-------- RECORDS TO USE
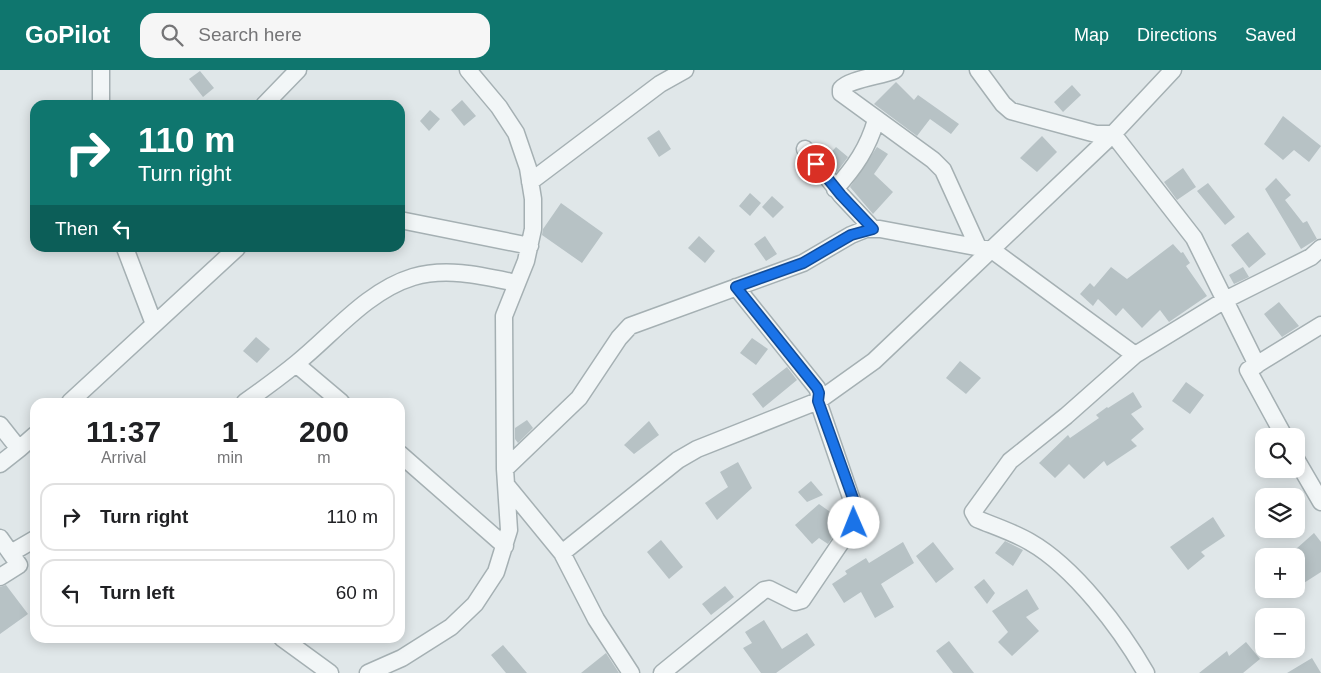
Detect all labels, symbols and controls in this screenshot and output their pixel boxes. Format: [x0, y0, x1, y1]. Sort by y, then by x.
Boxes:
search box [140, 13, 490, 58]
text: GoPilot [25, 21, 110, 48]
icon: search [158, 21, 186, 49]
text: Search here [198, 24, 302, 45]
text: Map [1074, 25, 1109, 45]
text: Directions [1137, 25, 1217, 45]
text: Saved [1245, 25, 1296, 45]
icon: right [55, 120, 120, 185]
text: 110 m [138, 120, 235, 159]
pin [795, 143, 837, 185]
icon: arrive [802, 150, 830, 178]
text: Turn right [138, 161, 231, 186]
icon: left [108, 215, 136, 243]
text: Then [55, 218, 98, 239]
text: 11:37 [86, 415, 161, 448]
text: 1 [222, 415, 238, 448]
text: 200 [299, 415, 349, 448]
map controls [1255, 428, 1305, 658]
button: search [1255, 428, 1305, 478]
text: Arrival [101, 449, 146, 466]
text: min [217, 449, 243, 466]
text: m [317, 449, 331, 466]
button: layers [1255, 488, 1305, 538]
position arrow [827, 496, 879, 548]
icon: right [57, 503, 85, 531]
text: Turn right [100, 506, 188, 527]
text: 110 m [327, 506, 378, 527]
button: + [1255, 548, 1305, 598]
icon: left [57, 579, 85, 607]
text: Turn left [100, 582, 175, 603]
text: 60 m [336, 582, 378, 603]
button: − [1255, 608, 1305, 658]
----------------
-------- RECORDS TO USE
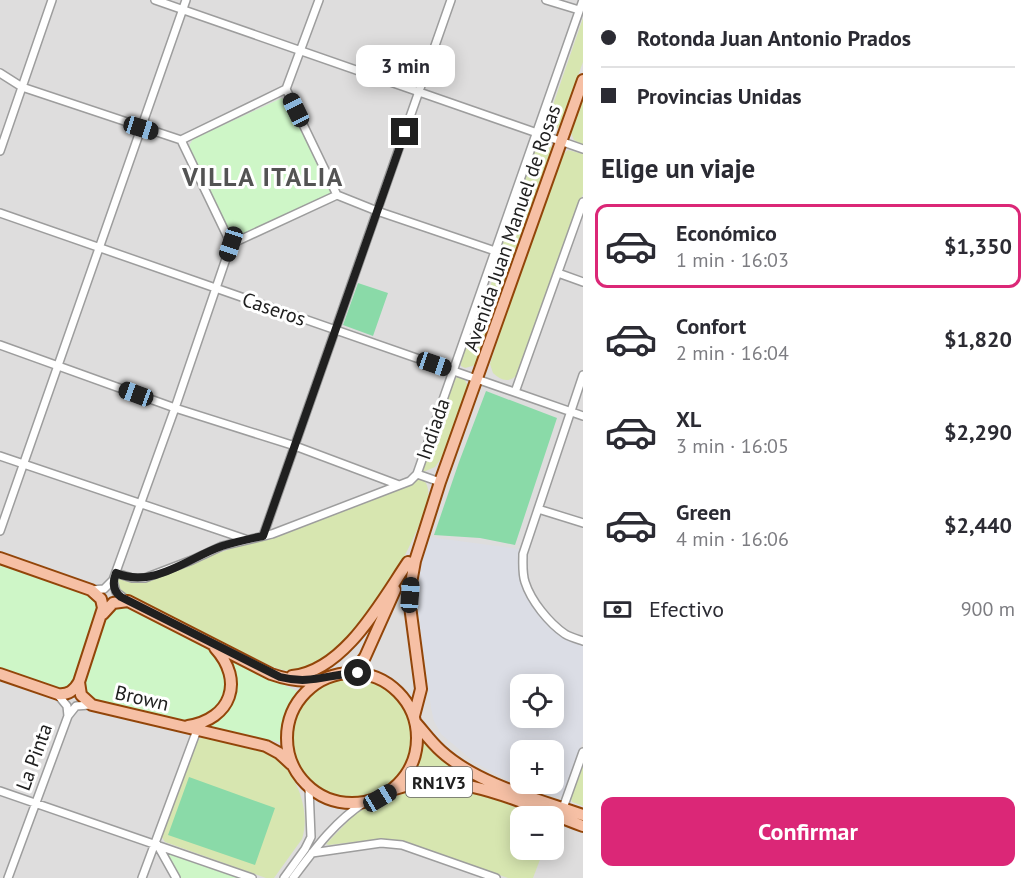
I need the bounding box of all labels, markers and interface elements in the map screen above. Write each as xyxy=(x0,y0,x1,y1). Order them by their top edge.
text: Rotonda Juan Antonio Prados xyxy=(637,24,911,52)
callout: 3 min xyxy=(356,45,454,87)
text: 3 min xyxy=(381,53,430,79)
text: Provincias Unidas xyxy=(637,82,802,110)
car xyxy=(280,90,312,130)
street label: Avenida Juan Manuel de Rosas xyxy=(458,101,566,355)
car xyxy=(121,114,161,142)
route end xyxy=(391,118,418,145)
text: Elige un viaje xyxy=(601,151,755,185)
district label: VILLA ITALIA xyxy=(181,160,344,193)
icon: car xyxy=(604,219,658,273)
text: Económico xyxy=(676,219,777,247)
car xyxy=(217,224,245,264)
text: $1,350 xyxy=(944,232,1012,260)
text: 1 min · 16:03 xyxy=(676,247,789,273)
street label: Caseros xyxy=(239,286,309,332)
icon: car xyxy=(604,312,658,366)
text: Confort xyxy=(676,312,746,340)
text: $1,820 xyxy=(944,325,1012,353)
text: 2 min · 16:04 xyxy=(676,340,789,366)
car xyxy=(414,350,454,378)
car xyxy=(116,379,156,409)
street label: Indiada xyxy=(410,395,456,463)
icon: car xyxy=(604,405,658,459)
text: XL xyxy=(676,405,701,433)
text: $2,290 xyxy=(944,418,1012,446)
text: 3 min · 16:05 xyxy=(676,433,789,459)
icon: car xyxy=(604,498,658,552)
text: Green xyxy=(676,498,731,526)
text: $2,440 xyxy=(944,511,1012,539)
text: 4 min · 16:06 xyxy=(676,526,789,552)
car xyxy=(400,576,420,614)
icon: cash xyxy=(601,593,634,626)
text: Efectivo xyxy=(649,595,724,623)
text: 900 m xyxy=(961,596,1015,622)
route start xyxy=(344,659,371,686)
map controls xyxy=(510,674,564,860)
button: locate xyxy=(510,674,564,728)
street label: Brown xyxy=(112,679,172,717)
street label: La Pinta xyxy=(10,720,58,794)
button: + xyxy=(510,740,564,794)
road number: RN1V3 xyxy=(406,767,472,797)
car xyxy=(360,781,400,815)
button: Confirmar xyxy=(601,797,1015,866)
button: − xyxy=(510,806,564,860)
----------------
WHAT TO DO:
Look for the word "Turn" in the listing above and state how many lines have it; give the number and nothing else.

EXERCISE RESULT:
3